■ Problem details
Whenever a line in the material below contains "wash", copy that line.

-=-=-

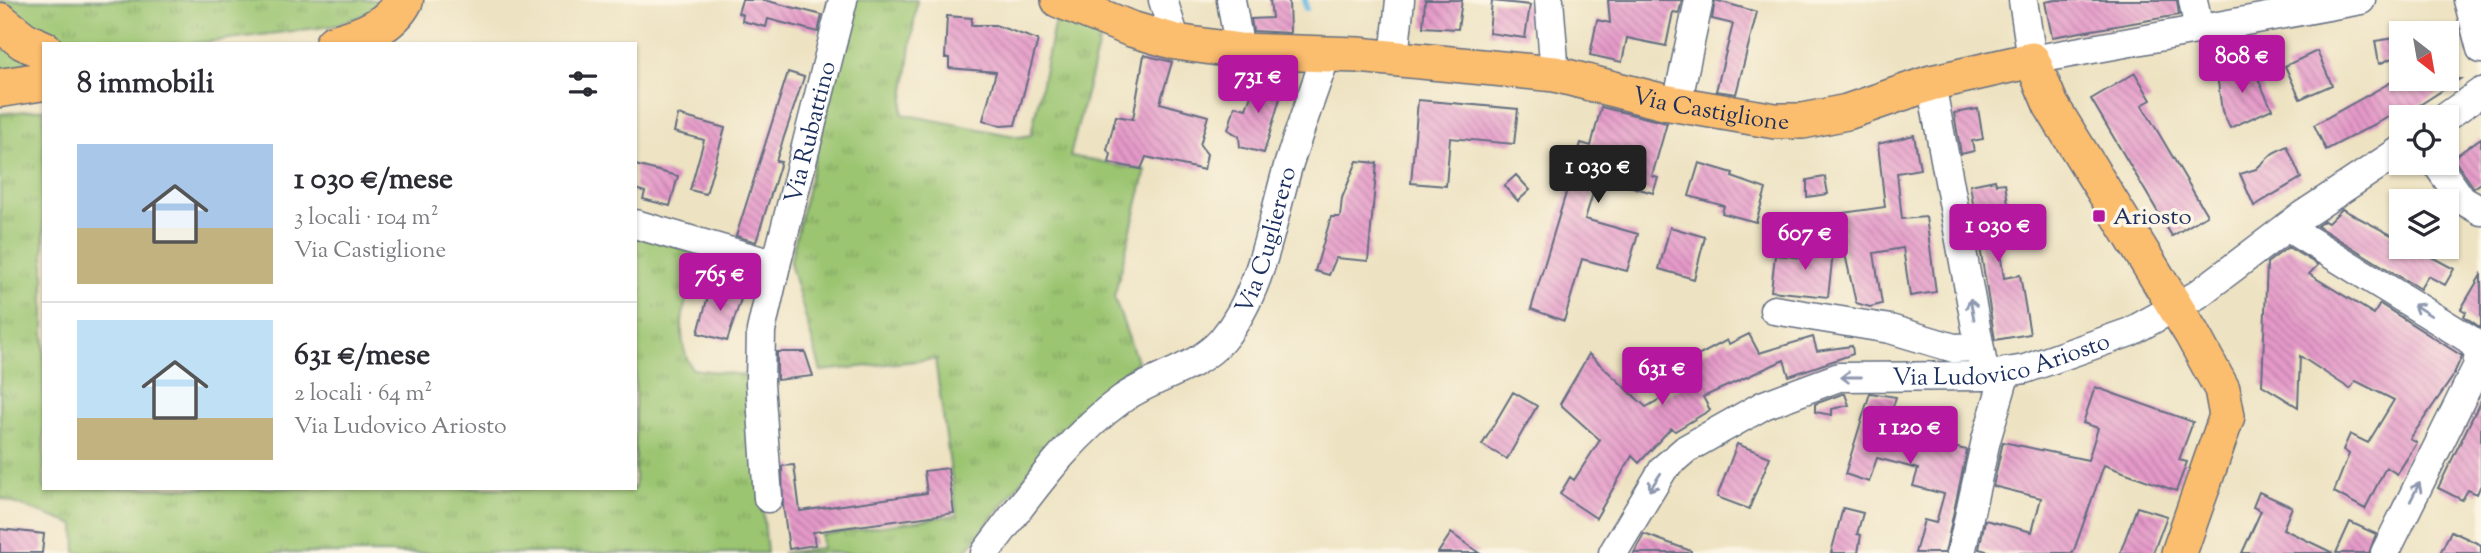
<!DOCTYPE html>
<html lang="it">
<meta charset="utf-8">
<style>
:root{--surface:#fff;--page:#f7f7f7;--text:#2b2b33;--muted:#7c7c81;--line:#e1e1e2;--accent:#b5179e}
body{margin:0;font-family:"Sorts Mill Goudy",serif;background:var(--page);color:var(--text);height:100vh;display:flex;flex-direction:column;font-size:26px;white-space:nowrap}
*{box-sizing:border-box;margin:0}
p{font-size:23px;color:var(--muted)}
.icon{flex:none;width:38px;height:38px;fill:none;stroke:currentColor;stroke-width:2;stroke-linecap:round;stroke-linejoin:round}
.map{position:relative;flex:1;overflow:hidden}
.sheet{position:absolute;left:42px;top:42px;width:595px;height:448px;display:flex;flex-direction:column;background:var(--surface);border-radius:0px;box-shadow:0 2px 5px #0004}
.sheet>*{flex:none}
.needle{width:46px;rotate:149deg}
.tools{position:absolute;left:2389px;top:21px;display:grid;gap:14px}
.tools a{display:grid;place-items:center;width:70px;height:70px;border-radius:0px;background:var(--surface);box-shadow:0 2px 5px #0004;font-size:35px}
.price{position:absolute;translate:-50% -60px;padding:0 16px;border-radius:7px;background:var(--accent);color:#fff;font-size:23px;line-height:46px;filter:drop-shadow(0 2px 4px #0008)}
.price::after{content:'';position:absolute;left:50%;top:42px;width:21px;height:16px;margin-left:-10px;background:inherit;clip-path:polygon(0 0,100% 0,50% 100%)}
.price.current{background:#222;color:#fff}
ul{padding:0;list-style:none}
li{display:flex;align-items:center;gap:21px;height:175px;padding:0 35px}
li+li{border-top:2px solid var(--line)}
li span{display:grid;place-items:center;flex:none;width:196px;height:140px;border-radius:0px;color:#555}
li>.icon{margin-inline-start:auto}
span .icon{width:84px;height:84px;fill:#fffc;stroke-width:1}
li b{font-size:30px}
h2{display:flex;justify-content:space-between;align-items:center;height:84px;padding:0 35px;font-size:30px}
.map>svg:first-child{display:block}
.grass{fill:url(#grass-tufts);stroke:#5b7a68;stroke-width:2}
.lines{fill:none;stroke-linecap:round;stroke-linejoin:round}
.stream{stroke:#68bbe4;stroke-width:6}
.building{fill:url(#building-back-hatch)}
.minor-casing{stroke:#646e81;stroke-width:31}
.major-casing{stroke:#646e81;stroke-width:38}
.highway-casing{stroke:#646e81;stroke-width:41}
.minor{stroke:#fff;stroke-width:28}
.major{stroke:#fbbd6e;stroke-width:35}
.highway{stroke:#fbbd6e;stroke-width:38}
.oneway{stroke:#8d97ae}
.poi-dot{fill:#b5179e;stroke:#fcf5e5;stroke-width:2.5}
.labels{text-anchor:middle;stroke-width:7;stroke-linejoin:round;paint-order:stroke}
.street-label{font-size:24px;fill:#1b2f5e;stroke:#fcf5e5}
.poi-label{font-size:24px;fill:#1b2f5e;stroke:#fcf5e5;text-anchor:start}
</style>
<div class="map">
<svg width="2481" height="553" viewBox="0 0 2481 553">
<defs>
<pattern id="grass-tufts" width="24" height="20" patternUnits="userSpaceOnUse" patternTransform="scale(1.75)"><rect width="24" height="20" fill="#9bc571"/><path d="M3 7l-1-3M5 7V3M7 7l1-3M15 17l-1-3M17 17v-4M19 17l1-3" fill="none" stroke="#7ea060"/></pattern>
<pattern id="building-back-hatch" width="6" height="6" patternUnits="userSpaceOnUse" patternTransform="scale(1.75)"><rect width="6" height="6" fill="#e599c8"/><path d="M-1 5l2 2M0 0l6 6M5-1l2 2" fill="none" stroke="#b97da6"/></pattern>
</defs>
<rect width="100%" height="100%" fill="#fcf5e5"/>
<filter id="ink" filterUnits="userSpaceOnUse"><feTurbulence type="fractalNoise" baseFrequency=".0143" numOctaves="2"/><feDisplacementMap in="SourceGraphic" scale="14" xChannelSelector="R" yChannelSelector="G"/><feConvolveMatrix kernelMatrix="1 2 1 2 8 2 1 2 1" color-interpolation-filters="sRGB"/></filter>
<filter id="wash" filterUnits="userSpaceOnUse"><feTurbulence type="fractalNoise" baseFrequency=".00686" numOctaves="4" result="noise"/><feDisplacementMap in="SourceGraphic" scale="28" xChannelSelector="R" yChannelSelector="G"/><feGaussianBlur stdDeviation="1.57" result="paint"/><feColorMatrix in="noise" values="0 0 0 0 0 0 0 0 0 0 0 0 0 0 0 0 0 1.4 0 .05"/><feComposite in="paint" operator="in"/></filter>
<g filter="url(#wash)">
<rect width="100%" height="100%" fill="#ede2c1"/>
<path class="grass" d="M 0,0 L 383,0 L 361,16 L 333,26 L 190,44 L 52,44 L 17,21 Z
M 852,0 L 917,0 L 902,114 L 1020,137 L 1031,135 L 1055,20 L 1101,35 L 1070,156 L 1146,170 L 1114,297 L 1137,361 L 1074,416 L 964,553 L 782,553 L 822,548 L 821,535 L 957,515 L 935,359 L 821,371 L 790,263 Z
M 0,36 L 44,60 L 0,79 Z
M 44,109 L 44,488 L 635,488 L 635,234 L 699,253 C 689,294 670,330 692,369 L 751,376 L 767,553 L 76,553 L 75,525 L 0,498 L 0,114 Z"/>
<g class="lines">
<path class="stream" d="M 1305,0 L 1306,9"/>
</g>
<g id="blocks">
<path class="building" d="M 742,0 L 764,0 L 822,15 L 818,32 L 768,19 L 766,27 L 742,21 L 743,15 L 738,13 Z
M 1270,0 L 1289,0 L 1290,33 L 1253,31 L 1251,19 L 1272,18 Z
M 1425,0 L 1462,0 L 1458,29 L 1423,27 Z
M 1608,0 L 1682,0 L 1679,13 L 1673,12 L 1666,46 L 1627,38 L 1622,62 L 1590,55 L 1597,20 L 1610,23 Z
M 1715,0 L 1757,12 L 1736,94 L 1716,91 L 1733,24 L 1712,19 Z
M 2056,0 L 2177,0 L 2179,15 L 2052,37 L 2045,2 Z
M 1492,1 L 1530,5 L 1525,38 L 1489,33 Z
M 947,16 L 972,18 L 971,25 L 995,25 L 1038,40 L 1015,125 L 1001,126 L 983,120 L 996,72 L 949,68 L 949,58 L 945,58 Z
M 2401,37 L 2401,54 L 2379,64 L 2375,41 Z
M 2317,51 L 2332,85 L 2300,99 L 2285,66 Z
M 1144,55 L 1172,62 L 1160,103 L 1208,116 L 1200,145 L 1207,154 L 1204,170 L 1146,157 L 1141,169 L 1109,163 L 1111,154 L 1107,150 L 1116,116 L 1133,119 Z
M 2249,60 L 2272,109 L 2230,128 L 2222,111 L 2217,75 Z
M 788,72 L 804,77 L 776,161 L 781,162 L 756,242 L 736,236 Z
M 2135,73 L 2151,100 L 2142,105 L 2207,215 L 2172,236 L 2091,99 Z
M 1258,76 L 1285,81 L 1264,153 L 1240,147 L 1239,136 L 1228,130 L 1235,106 L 1246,109 Z
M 2397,79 L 2460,79 L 2401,117 L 2398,112 L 2326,150 L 2314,125 Z
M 1418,100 L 1518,109 L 1514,144 L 1450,138 L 1446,186 L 1411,183 Z
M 1601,107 L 1667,123 L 1652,176 L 1658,178 L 1653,193 L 1598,177 L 1585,219 L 1638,234 L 1627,271 L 1582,259 L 1564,321 L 1531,309 L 1581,143 L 1591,146 Z
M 1978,109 L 1983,139 L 1972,141 L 1974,151 L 1961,154 L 1954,113 Z
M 678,115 L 725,128 L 706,194 L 690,190 L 704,140 L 674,132 Z
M 1914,135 L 1920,169 L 1897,173 L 1902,219 L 1926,217 L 1936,292 L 1910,296 L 1903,248 L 1874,253 L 1882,304 L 1870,307 L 1856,303 L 1836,214 L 1885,207 L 1878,144 Z
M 2481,138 L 2481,183 L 2474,188 L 2453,158 Z
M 2287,146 L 2301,178 L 2254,206 L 2240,174 L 2256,169 L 2273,153 Z
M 1357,161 L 1377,163 L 1368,261 L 1336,258 L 1329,275 L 1315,271 L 1331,217 L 1340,217 L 1342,198 Z
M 1699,163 L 1733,173 L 1732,177 L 1766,189 L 1756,222 L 1722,213 L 1724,206 L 1689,196 Z
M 635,165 L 678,176 L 670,206 L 643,199 L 645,192 L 635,189 Z
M 1516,175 L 1530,190 L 1518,201 L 1504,186 Z
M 1825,177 L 1828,194 L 1807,197 L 1807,180 Z
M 1995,180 L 1996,184 L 2005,183 L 2009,210 L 1994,215 L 2004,278 L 2020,275 L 2030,334 L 1995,340 L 1970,185 Z
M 2342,209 L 2401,240 L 2401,247 L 2413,247 L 2454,269 L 2445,285 L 2428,276 L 2420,289 L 2317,226 L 2324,221 L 2328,223 Z
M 1670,227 L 1705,237 L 1694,279 L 1659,269 Z
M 1812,242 L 1834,244 L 1828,297 L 1771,291 L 1775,255 L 1810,259 Z
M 2288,247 L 2318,265 L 2309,274 L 2374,314 L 2380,304 L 2462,356 L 2452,378 L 2410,439 L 2417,443 L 2397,474 L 2386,467 L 2365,509 L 2334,492 L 2349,454 L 2343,450 L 2350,434 L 2368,443 L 2394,400 L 2356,381 L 2350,389 L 2300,356 L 2298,407 L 2262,385 L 2267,263 Z
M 2481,275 L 2481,328 L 2464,316 L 2466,312 L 2461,309 Z
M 711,285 L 743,293 L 727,341 L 698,333 Z
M 1749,334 L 1759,353 L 1813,337 L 1817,351 L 1852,346 L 1853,354 L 1789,376 L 1784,360 L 1703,397 L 1710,410 L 1675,431 L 1671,428 L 1639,463 L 1632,456 L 1596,518 L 1560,494 L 1570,477 L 1574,480 L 1600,440 L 1560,404 L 1589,354 L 1646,407 L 1681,387 L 1672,370 L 1727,340 L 1729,344 Z
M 777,352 L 805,352 L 813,376 L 777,380 Z
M 2095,387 L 2193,422 L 2179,460 L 2187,462 L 2176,491 L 2104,465 L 2073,553 L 1994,553 L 1979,549 L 1985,520 L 2032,532 L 2041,498 L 1993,486 L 2003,442 L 2088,460 L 2098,428 L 2083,423 Z
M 1513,392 L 1537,406 L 1507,459 L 1482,445 Z
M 1870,393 L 1896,397 L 1885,433 L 1967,450 L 1945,553 L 1915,553 L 1924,520 L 1936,523 L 1944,494 L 1913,486 L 1918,469 L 1877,458 L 1869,482 L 1845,474 Z
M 1842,394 L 1845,394 L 1849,405 L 1832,409 L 1832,415 L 1815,412 L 1815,404 Z
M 2481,400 L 2481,485 L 2477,494 L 2468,490 L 2462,500 L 2438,488 Z
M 1737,444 L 1770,457 L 1749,509 L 1717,497 Z
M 794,465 L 800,511 L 927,493 L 924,471 L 948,468 L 954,513 L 813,532 L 815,545 L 789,549 L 783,505 L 782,466 Z
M 2259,492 L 2292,507 L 2283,529 L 2333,553 L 2242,553 L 2261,511 L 2253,507 Z
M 2137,507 L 2167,516 L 2153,553 L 2120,553 Z
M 1843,508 L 1863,513 L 1857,534 L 1861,535 L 1858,553 L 1831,553 Z
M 2350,522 L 2376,534 L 2369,553 L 2336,553 Z
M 0,529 L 44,534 L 42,553 L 0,553 Z
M 2451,531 L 2481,545 L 2481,553 L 2440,553 Z
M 1451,533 L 1479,553 L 1438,553 Z
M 1644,534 L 1691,551 L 1691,553 L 1634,553 Z"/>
</g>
</g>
<g filter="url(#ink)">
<use href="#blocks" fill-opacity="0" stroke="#646e81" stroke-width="2"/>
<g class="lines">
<defs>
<g id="minor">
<path d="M 1163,0 L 1176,42"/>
<path d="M 1231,0 L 1240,51"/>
<path d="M 1549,0 L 1555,74"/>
<path d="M 2023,0 L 2032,60 L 2361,0"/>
<path d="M 2193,0 L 2199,30"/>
<path d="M 2468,0 L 2481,49"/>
<path d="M 1394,58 L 1400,0"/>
<path d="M 1931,83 L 1985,376"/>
<path d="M 1677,104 L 1699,0"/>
<path d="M 2446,117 L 2481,92"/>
<path d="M 2436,163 L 2462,200 L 2481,211"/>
<path id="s1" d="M 635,224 L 776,265 L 843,0"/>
<path d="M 2287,227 L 2469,339 L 2479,351 L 2477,367 L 2385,553"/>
<path d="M 1774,310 L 1890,329 L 1954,348 L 1979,347"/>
<path d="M 768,498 L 760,383 L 761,331 L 776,265"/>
<path id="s2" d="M 985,553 C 1027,499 1066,439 1122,399 C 1153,377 1197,369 1222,340 C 1263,291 1271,222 1289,163 C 1301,126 1314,89 1327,53"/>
<path id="s3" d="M 1613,553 L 1664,468 L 1686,449 L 1764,405 L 1839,377 L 1985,376 L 2025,369 L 2130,332 L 2197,295 L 2300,217 L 2401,150"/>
<path d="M 1961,553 L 1986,440 L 2006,372"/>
</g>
<g id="major">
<path id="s4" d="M 1059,0 L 1131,29 L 1176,42 L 1240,51 L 1358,55 L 1555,74 L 1664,102 L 1775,121 L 1803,121 L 1847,112 L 1931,83 L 2032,60 L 2051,105 L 2192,334 L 2222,389 L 2227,416 L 2179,553"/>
</g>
<path id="highway" d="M 0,22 L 24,41 L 44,50
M 334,44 C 361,37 391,26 404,0
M 0,88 L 44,81"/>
</defs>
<use href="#minor" class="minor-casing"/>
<use href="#major" class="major-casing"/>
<use href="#highway" class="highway-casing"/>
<use href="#minor" class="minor"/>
<use href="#major" class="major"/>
<use href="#highway" class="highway"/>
</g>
<defs><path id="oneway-shaft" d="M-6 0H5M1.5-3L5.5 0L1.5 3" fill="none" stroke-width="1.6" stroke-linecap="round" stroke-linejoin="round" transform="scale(1.75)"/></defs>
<g class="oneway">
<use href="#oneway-shaft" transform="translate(1972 309) rotate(-101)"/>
<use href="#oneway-shaft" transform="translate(2422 310) rotate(-148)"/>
<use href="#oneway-shaft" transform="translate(1851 377) rotate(180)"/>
<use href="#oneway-shaft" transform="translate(1655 482) rotate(123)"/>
<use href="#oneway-shaft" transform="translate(2415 492) rotate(-63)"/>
</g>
</g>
<rect class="poi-dot" x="2092" y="209" width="14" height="14" rx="3.5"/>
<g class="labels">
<g class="street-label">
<text dy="8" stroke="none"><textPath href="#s4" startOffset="665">Via Castiglione</textPath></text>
<text dy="8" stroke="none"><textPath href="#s1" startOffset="284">Via Rubattino</textPath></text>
<text dy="8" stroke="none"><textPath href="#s2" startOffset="434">Via Cuglierero</textPath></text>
<text dy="8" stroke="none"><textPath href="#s3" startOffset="462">Via Ludovico Ariosto</textPath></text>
</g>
<g class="poi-label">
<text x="2113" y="224">Ariosto</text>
</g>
</g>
</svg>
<div class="tools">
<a><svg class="needle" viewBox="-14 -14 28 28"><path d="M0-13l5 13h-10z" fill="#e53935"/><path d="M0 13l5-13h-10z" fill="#7c7c81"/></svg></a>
<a><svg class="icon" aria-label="locate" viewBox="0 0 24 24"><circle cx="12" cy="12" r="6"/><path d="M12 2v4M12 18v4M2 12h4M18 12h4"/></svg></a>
<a><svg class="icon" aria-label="layers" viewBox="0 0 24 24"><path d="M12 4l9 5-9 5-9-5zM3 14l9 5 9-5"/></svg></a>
</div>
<b class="price" style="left:2242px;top:95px">808 €</b>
<b class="price" style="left:1258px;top:115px">731 €</b>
<b class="price current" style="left:1598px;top:205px">1 030 €</b>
<b class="price" style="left:1998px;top:264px">1 030 €</b>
<b class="price" style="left:1805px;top:272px">607 €</b>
<b class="price" style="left:720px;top:313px">765 €</b>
<b class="price" style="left:1662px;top:407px">631 €</b>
<b class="price" style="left:1910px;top:466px">1 120 €</b>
<section class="sheet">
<h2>8 immobili<svg class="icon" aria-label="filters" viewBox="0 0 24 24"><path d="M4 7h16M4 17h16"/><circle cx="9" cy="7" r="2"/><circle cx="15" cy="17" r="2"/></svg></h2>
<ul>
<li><span style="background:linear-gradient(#a9c7e8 60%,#c2b280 0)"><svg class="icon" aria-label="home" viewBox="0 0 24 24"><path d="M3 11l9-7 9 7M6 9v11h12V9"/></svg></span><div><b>1 030 €/mese</b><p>3 locali · 104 m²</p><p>Via Castiglione</p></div></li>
<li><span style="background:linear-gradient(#bfe0f5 70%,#c2b280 0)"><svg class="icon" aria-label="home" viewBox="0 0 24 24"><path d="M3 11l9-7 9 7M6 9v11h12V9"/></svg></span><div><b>631 €/mese</b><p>2 locali · 64 m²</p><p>Via Ludovico Ariosto</p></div></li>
</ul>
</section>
</div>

-=-=-

■ Task result
<filter id="wash" filterUnits="userSpaceOnUse"><feTurbulence type="fractalNoise" baseFrequency=".00686" numOctaves="4" result="noise"/><feDisplacementMap in="SourceGraphic" scale="28" xChannelSelector="R" yChannelSelector="G"/><feGaussianBlur stdDeviation="1.57" result="paint"/><feColorMatrix in="noise" values="0 0 0 0 0 0 0 0 0 0 0 0 0 0 0 0 0 1.4 0 .05"/><feComposite in="paint" operator="in"/></filter>
<g filter="url(#wash)">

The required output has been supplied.